Instructions to follow | Read the lines of the data below and retrieve those with "function".

::::::::

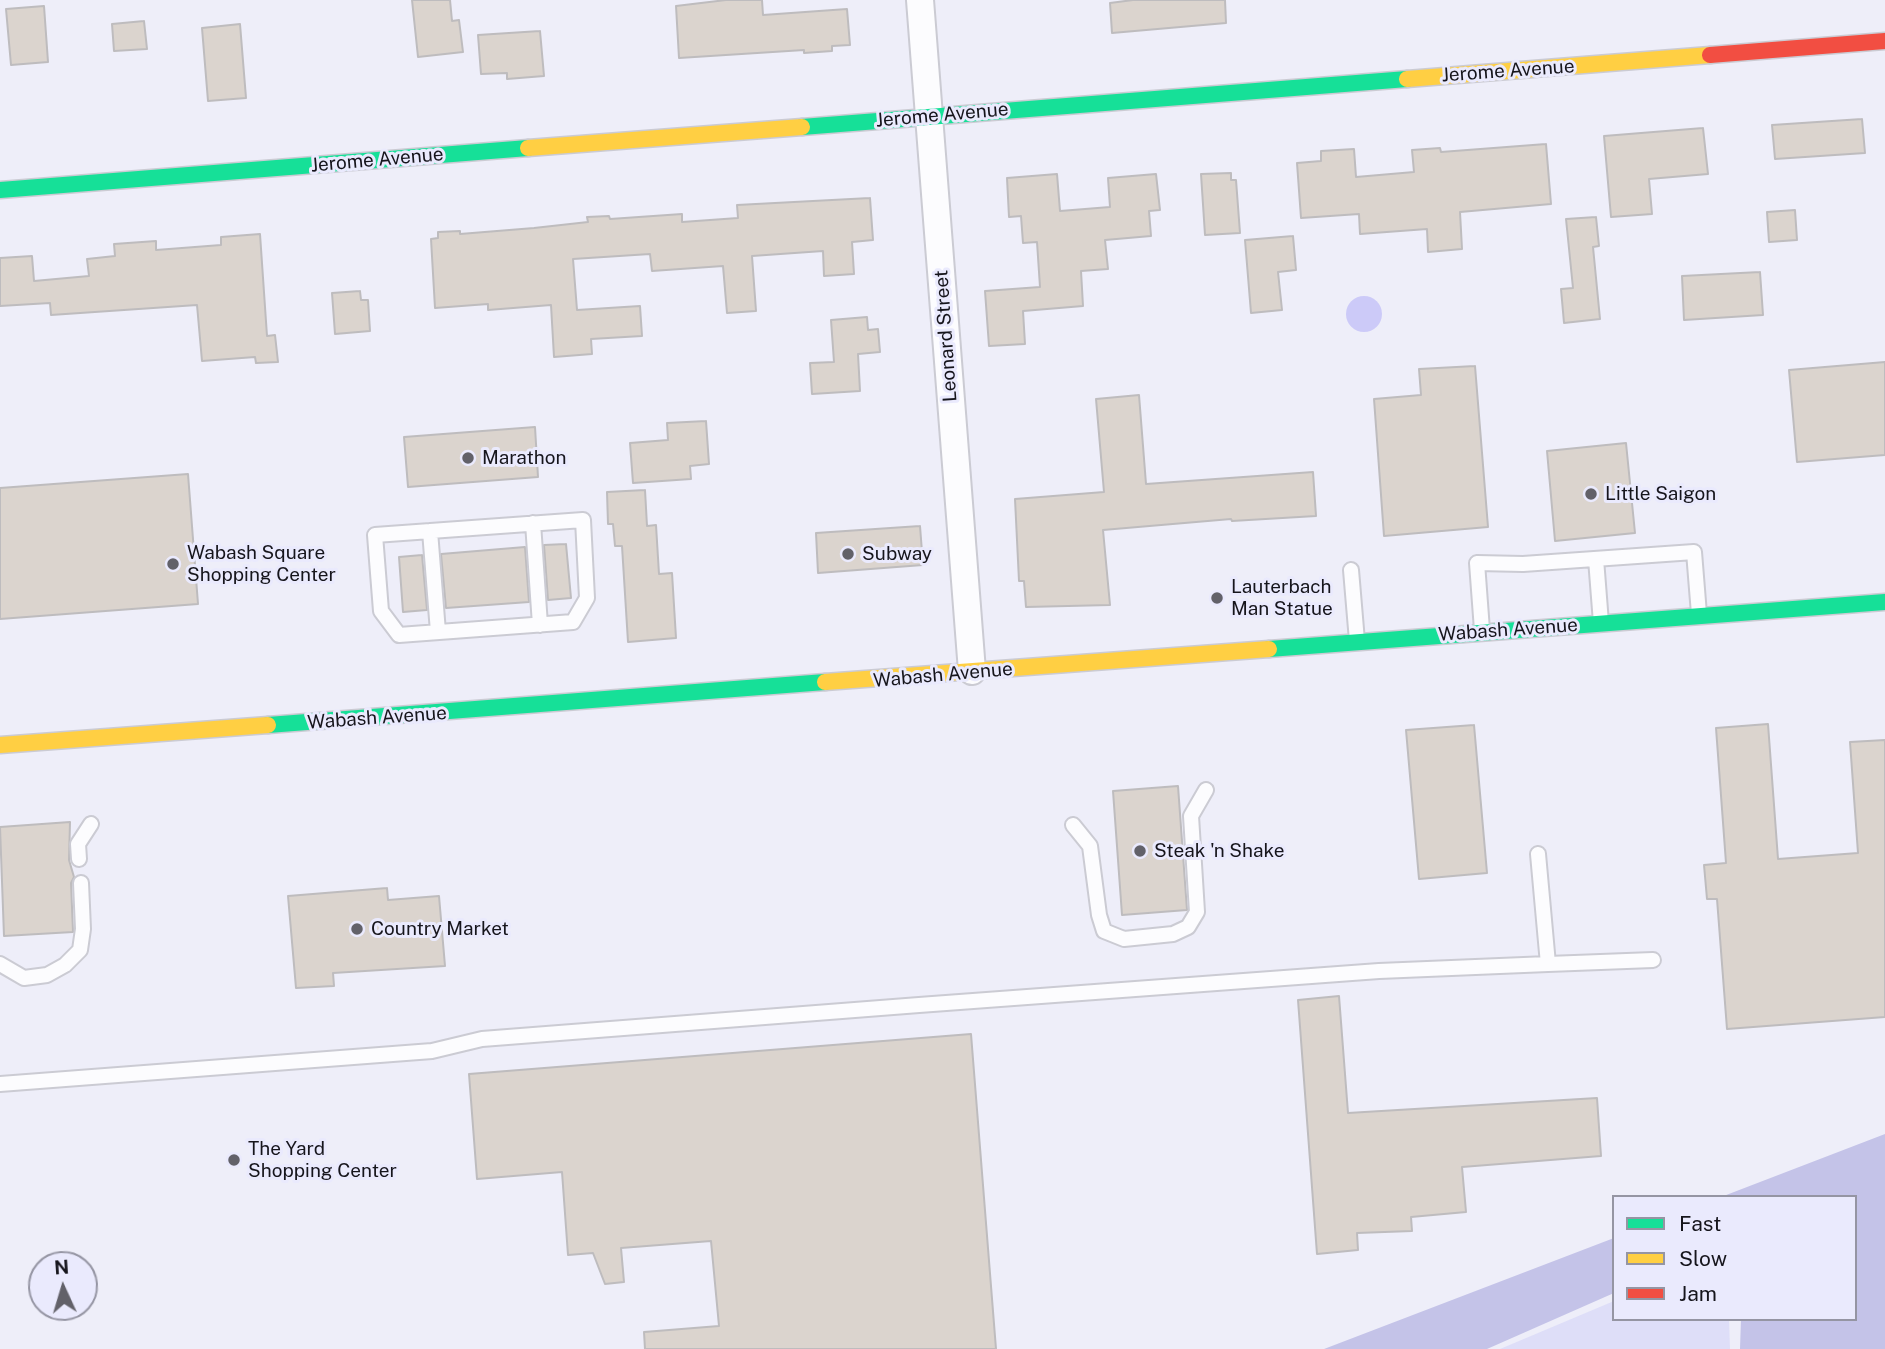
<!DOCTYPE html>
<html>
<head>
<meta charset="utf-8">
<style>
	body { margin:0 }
	#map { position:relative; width:1885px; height:1349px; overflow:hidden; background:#eeeef9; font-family:"Public Sans",sans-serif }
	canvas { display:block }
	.legend { position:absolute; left:1612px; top:1195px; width:245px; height:126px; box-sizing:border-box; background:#eaeafd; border:2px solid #9595a3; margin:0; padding:9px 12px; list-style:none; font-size:21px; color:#16151c }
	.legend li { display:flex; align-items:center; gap:14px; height:35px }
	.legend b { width:35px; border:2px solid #9595a3 }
	.north { position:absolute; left:28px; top:1251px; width:70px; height:70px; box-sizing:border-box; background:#eaeafd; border:2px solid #9595a3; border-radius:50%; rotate:356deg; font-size:19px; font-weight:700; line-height:28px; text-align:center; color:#16151c }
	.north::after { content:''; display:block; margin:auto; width:24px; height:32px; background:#626169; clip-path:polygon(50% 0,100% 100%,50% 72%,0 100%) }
</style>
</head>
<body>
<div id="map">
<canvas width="1885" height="1349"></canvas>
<ul class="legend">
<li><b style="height:9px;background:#16e098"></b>Fast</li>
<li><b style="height:9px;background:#ffcf43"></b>Slow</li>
<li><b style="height:9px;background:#f24e42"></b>Jam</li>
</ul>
<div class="north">N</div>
</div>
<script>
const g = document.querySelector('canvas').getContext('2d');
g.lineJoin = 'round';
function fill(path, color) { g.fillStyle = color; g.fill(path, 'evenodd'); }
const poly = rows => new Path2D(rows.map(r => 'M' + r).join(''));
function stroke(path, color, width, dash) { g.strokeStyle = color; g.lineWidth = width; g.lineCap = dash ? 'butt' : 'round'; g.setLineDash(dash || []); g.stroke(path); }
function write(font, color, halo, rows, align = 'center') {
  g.font = font + ' "Public Sans",sans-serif'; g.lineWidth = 6; g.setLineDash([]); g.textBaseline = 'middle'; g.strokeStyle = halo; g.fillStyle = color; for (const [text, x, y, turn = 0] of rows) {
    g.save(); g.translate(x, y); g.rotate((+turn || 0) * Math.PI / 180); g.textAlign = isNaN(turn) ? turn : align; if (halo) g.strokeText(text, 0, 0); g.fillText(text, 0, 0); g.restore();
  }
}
const green = poly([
	[1614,1301,1614,1319,1729,1319,1730,1349,1500,1349]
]);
const forest = poly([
	[1885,1134,1885,1349,1740,1349,1741,1319,1855,1319,1855,1197,1721,1197],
	[1614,1238,1614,1293,1487,1349,1324,1349]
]);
const water = poly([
	'1346 314a18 18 0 1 1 36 0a18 18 0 1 1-36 0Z'
]);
const building = poly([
	[412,0,450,0,452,21,459,20,463,52,418,57,412,0],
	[726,0,762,0,763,15,847,9,850,45,832,46,832,51,804,53,804,50,679,58,676,6,726,0],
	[1133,0,1225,0,1226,23,1112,33,1110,3,1133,0],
	[44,6,48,62,11,65,6,9,44,6],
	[144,21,147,49,114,51,112,24,144,21],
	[240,24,246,98,208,101,202,28,240,24],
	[540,31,544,76,507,79,507,73,481,74,478,35,540,31],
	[1862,119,1865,153,1775,159,1772,125,1862,119],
	[1703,128,1708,174,1649,179,1652,214,1611,217,1604,136,1703,128],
	[1546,144,1551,204,1460,212,1462,249,1428,252,1427,229,1360,234,1359,214,1301,218,1297,163,1321,161,1321,151,1354,149,1356,177,1414,172,1412,150,1440,148,1441,152,1546,144],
	[1231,173,1231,180,1236,180,1240,233,1205,235,1201,174,1231,173],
	[1057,174,1060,211,1110,207,1108,178,1156,174,1160,210,1149,211,1151,236,1105,240,1108,269,1081,271,1083,306,1023,311,1025,344,989,346,985,291,1040,287,1037,242,1023,243,1021,216,1009,217,1007,178,1057,174],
	[870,198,873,240,852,242,854,274,824,276,823,251,752,256,756,311,727,313,723,266,652,271,650,254,573,259,577,310,640,306,642,336,591,339,592,354,554,357,551,305,488,310,488,304,435,308,431,239,438,238,438,232,460,231,460,234,534,228,588,222,587,217,609,216,610,219,682,214,682,222,738,218,737,205,870,198],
	[1795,210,1797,240,1769,242,1767,212,1795,210],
	[1596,217,1599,246,1593,247,1600,319,1564,323,1561,289,1573,288,1566,219,1596,217],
	[260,234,267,336,275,335,278,362,256,363,255,357,202,361,197,305,51,315,50,303,0,306,0,258,32,256,34,281,89,276,87,259,115,256,114,244,156,241,156,250,221,245,221,237,260,234],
	[1293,236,1296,270,1278,272,1282,310,1251,313,1245,240,1293,236],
	[1760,272,1763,315,1684,320,1682,276,1760,272],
	[360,291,361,300,368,300,370,331,335,334,332,293,360,291],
	[867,317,868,330,878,329,880,352,858,354,860,391,812,394,810,363,834,362,831,320,867,317],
	[1885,362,1885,455,1797,462,1789,370,1885,362],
	[1475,366,1488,527,1384,536,1374,399,1421,395,1419,369,1475,366],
	[1139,395,1146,484,1313,472,1316,516,1232,521,1231,519,1103,530,1110,605,1026,607,1024,581,1019,581,1015,499,1104,492,1096,399,1139,395],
	[706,421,709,464,690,466,691,479,633,483,630,443,668,440,667,423,706,421],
	[535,427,538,477,408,487,404,437,535,427],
	[1626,443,1635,533,1555,541,1547,451,1626,443],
	[188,474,198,604,0,619,0,488,188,474],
	[645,490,647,526,656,525,659,574,672,573,676,638,628,642,622,546,615,546,613,524,608,524,607,492,645,490],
	[920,526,923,565,818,573,816,533,920,526],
	[566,544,571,598,548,600,544,545,566,544],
	[525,547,529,602,446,608,441,554,525,547],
	[422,555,427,610,403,612,399,557,422,555],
	[1768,724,1778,859,1858,853,1850,742,1885,740,1885,1017,1727,1029,1717,899,1707,899,1704,865,1726,863,1716,728,1768,724],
	[1474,725,1487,873,1419,879,1406,730,1474,725],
	[1178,786,1187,910,1122,915,1113,791,1178,786],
	[70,822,69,860,74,877,71,883,73,932,4,936,0,827,70,822],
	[387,888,388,900,439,896,445,966,333,973,334,986,296,988,288,896,387,888],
	[1339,996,1348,1113,1597,1098,1601,1156,1462,1167,1466,1212,1411,1217,1412,1231,1357,1233,1358,1250,1317,1254,1298,1000,1339,996],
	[971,1034,996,1349,645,1349,644,1332,719,1326,711,1241,621,1248,624,1282,605,1284,593,1253,568,1255,562,1172,477,1179,469,1074,971,1034]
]);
const lane = poly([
	[583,520,587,598,573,622,399,635,381,611,375,535,583,520],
	[533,523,540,625],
	[430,531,438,632],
	[1596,559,1601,623],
	[1351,570,1357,641],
	[1482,630,1477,563,1523,564,1694,552,1699,614],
	[1073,825,1090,846,1099,915,1104,931,1124,939,1173,934,1188,927,1197,912,1191,816,1206,790],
	[79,859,78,844,91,824],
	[0,964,24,978,47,975,65,965,80,950,83,929,81,883],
	[1548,964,1653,960],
	[0,1084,432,1051,482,1039,919,1005,1379,971,1548,964,1538,854]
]);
const street = poly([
	[920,0,972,671]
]);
const fast = poly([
	[802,127,1407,79],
	[0,190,528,148],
	[1269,649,1885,602],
	[268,725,825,682]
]);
const slow = poly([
	[1407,79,1710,55],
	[528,148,802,127],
	[825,682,1269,649],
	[0,745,268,725]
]);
const jam = poly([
	[1710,55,1885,41]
]);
const markers = [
	[468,458,7,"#626169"],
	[1591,494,7,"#626169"],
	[848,554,7,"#626169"],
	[173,564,7,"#626169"],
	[1217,598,7,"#626169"],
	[1140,851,7,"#626169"],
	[357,929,7,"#626169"],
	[234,1160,7,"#626169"]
];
const streetNames = [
	["Jerome Avenue",1508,71,-4],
	["Jerome Avenue",942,115,-5],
	["Jerome Avenue",377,160,-5],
	["Leonard Street",946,336,-94],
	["Wabash Avenue",1508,630,-4],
	["Wabash Avenue",943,675,-5],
	["Wabash Avenue",377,718,-4]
];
const poiNames = [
	["Marathon",482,458],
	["Little Saigon",1605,494],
	["Wabash Square",187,553],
	["Shopping Center",187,575],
	["Subway",862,554],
	["Lauterbach",1231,587],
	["Man Statue",1231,609],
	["Steak 'n Shake",1154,851],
	["Country Market",371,929],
	["The Yard",248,1149],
	["Shopping Center",248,1171]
];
fill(green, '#dedef8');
fill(forest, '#c4c3e8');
fill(water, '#cccaf8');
fill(building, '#dbd4ce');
stroke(building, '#bebcbe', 2);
stroke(lane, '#cbcbd3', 18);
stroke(street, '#cbcbd3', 30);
stroke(fast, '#cbcbd3', 19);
stroke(slow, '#cbcbd3', 19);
stroke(jam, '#cbcbd3', 19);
stroke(lane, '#fcfcfe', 14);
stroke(street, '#fcfcfe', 26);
stroke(fast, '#16e098', 16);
stroke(slow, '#ffcf43', 16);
stroke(jam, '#f24e42', 16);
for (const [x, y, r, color] of markers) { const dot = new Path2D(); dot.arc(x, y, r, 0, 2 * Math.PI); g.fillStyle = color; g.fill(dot); stroke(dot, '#eaeafd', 2.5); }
write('19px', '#16151c', '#eaeafd', streetNames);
write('19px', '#16151c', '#eaeafd', poiNames, 'left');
</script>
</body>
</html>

::::::::

Task solution |
function fill(path, color) { g.fillStyle = color; g.fill(path, 'evenodd'); }
function stroke(path, color, width, dash) { g.strokeStyle = color; g.lineWidth = width; g.lineCap = dash ? 'butt' : 'round'; g.setLineDash(dash || []); g.stroke(path); }
function write(font, color, halo, rows, align = 'center') {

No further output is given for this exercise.